I have included a screenshot of my dataset to try and make the situation a bit more clear. The dataset is set to panel data using: xtset IDCross Year, yearly. It consists of data on macro-level cross-border mergers and acquisitions over the period 1990 - 2013 for 27 developed countries. What I am trying to do is determining the effect of the Economic Monetary Union (the adoption of the Euro) on cross-border mergers and acquisitions.

In the third column in the first attachment you see the natural log of the total value of mergers and acquisitions originating from a firm in Australia to target firms in Austria in a particular year.

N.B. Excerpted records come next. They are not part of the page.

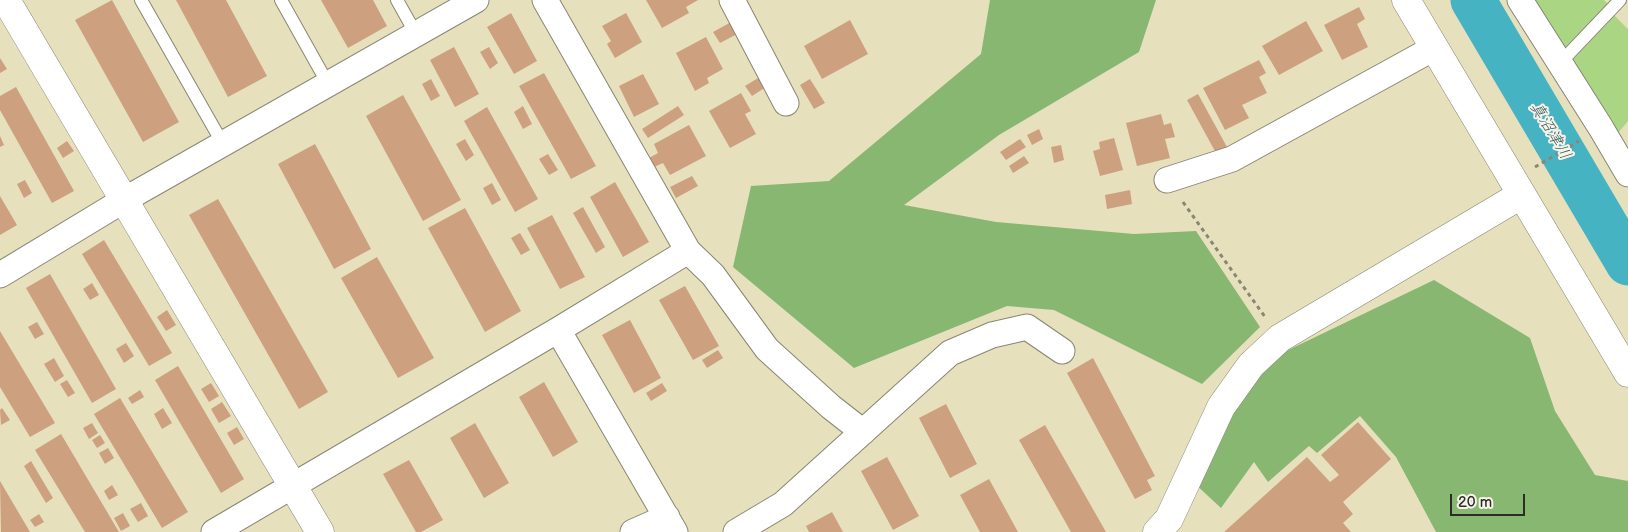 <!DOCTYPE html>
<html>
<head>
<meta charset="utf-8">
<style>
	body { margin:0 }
	#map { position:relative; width:1628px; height:532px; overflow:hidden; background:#e6e0bd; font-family:"Balsamiq Sans",sans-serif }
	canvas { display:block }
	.scale { position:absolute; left:1450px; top:494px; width:75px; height:22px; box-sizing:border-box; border:2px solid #2b2b2b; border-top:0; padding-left:6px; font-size:15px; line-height:18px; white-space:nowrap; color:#2b2b2b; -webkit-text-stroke:4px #f7f3e8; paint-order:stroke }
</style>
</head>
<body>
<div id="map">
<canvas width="1628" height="532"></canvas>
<div class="scale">20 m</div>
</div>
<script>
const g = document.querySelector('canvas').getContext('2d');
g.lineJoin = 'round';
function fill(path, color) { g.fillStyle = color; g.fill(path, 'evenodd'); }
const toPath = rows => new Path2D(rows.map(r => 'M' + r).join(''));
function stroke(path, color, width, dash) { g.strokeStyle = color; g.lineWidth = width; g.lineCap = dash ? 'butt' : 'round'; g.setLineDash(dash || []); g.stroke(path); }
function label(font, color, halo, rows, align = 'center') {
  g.font = font + ' "Balsamiq Sans","Klee One",sans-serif'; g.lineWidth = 4; g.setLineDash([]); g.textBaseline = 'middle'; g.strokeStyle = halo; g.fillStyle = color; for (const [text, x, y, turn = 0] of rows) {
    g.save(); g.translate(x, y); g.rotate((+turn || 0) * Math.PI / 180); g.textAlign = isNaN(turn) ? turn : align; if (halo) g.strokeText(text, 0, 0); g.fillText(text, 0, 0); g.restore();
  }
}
fill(toPath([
	[1529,0,1604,0,1608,4,1562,52],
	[1613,14,1628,29,1628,121,1614,138,1567,63]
]), '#aad683');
fill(toPath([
	[990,0,1156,0,1139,52,999,135,904,205,996,222,1134,234,1196,231,1260,327,1202,384,1054,310,1007,306,854,368,733,267,751,186,829,181,981,54],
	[1434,280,1530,338,1555,411,1595,475,1628,481,1628,532,1436,532,1396,457,1360,416,1317,453,1309,446,1268,482,1254,462,1221,508,1193,482,1227,409,1282,353]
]), '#87b771');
stroke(toPath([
	[1473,0,1628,263]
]), '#46b3c2', 45);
fill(toPath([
	[112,0,179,122,143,142,75,20],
	[176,0,226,0,267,76,228,97],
	[321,0,373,0,387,26,348,48],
	[646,0,698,0,686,7,689,13,662,28],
	[1359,7,1365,19,1357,24,1368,47,1342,60,1324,25],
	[511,13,537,61,514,74,487,27],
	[626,13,642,42,615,58,607,44,611,41,602,26],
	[850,20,868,54,822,79,804,46],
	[733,21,739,33,720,43,713,32],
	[1306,21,1323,51,1279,75,1262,46],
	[706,37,723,69,707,78,709,83,695,91,676,53],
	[454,47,479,94,455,107,430,60],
	[489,47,498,63,490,69,480,52],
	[0,58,7,69,0,73],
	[1259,60,1266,73,1259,77,1267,93,1242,105,1249,118,1225,130,1203,88],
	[544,73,596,166,571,179,519,86],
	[643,74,659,104,634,117,619,86],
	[763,75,769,85,752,96,745,86],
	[431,79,440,96,431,101,422,84],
	[810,79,825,103,814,109,800,85],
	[16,87,74,191,52,203,0,110,0,96],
	[741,93,751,111,745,114,756,134,730,148,709,111],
	[1198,94,1227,147,1216,153,1187,100],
	[403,95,461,200,423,221,366,116],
	[523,106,532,124,523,129,514,112],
	[678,106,684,115,648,138,642,129],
	[487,107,538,199,515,212,464,121],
	[1161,114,1164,125,1171,123,1175,137,1165,139,1170,158,1137,166,1126,123],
	[689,125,706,156,670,175,663,163,654,167,649,158,658,153,654,144],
	[1039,129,1043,139,1032,145,1027,135],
	[0,136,4,145,0,147],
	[1114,138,1123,170,1100,176,1093,151,1100,149,1099,142],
	[465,139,474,155,466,161,456,144],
	[1020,139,1026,147,1006,160,1000,152],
	[67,141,74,151,63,158,57,148],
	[315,144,371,249,334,269,278,164],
	[1061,145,1064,160,1054,163,1051,147],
	[548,154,558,170,549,175,539,159],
	[1024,156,1029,163,1013,173,1009,166],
	[692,176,698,186,676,198,670,187],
	[25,180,32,193,24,198,17,184],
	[615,182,649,242,623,257,590,197],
	[492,183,501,200,492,205,483,188],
	[1130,190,1132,204,1107,209,1105,195],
	[0,196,17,225,0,235],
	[218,199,328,392,299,409,189,215],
	[583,207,605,247,596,253,573,213],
	[465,208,521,311,485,332,428,228],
	[552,215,585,277,560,289,527,228],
	[520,233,530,250,521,255,511,238],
	[104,240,172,353,149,366,82,254],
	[377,257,434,358,398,378,341,278],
	[50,274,116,389,92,403,26,288],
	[92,283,99,295,90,300,83,289],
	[685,286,719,346,693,360,659,300],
	[167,310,176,325,166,331,157,317],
	[630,320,661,378,634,393,602,335],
	[37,322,44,334,35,339,28,327],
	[0,331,55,423,30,437,0,387],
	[126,343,134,356,124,363,116,349],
	[718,350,723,358,707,368,702,360],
	[54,358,64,376,55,382,44,364],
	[1093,358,1155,476,1147,480,1152,490,1135,499,1067,373],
	[178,366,244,479,221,493,155,380],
	[67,380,75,393,68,397,60,384],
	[544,382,578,442,553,457,519,397],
	[211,383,219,396,209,402,201,389],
	[662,383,667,391,651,401,646,393],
	[140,390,144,397,132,404,128,398],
	[120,398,188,512,162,528,94,414],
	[222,402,231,416,219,423,211,409],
	[946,404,977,464,950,478,919,418],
	[2,408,10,420,1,425,0,410],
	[163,408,172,423,162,429,154,414],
	[1358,422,1391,459,1343,502,1353,514,1343,523,1351,532,1224,532,1307,457,1330,482,1339,475,1321,455],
	[92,423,98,433,89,439,83,428],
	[475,423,509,483,484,498,450,438],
	[1045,425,1106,532,1071,532,1019,440],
	[237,427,244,439,234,445,227,433],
	[61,434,119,532,85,532,35,450],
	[100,435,105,443,97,448,92,440],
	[108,448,114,458,105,464,99,453],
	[887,457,919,516,893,530,861,471],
	[409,460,443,520,421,532,416,532,383,474],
	[31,461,53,498,46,503,24,466],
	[989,479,1018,532,980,532,960,495],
	[0,481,30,532,1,532],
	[112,485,118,495,109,500,104,491],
	[141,503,148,516,138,522,130,509],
	[832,512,843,532,809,532,806,526],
	[123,513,130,526,121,531,114,518],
	[39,514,44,522,35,527,30,520]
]), '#cda080');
const service = toPath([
	[141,0,223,144],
	[281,0,328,84],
	[397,0,416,34],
	[1560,63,1620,0]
]);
const minor = toPath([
	[545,0,688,251,713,275,767,349,831,407,863,432],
	[732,0,786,103],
	[1520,0,1601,128,1628,174],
	[1167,180,1232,159,1434,48],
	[0,275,124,200,476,0],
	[558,330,675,532],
	[214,532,558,330,688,251],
	[633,532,667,517],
	[736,532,783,504,950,353,992,335,1027,327,1062,351]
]);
const tertiary = toPath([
	[6,0,320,532],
	[1406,0,1628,373],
	[1157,532,1169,519,1221,407,1251,365,1280,338,1521,195]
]);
stroke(service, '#888674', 14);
stroke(minor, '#888674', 27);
stroke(tertiary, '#888674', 29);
stroke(toPath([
	[1535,167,1579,141],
	[1183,202,1265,317]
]), '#888674', 3, [4, 4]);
stroke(service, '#fff', 12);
stroke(minor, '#fff', 25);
stroke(tertiary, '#fff', 28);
label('italic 16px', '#345b60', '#f7f3e8', [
	["真沼津川",1550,131,59]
]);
</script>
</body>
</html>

Thus, in each year that at least one merger or acquisition happened between a firm in the acquiring country to the target country, I have an observation. Hence, the panel is unbalanced (but that should not influence my results).

I have run several regressions using xtreg on the entire dataset, which consists of developed countries.
The sample can then be further divided into countries that have adopted the Euro and those that have not. Then also, the Euro area can be divided into the center and periphery.

What I am interested in doing is dividing the sample to find specific results per group in a specific time period. To illustrate this point, I have attached a screenshot of a table that specifies this exactly.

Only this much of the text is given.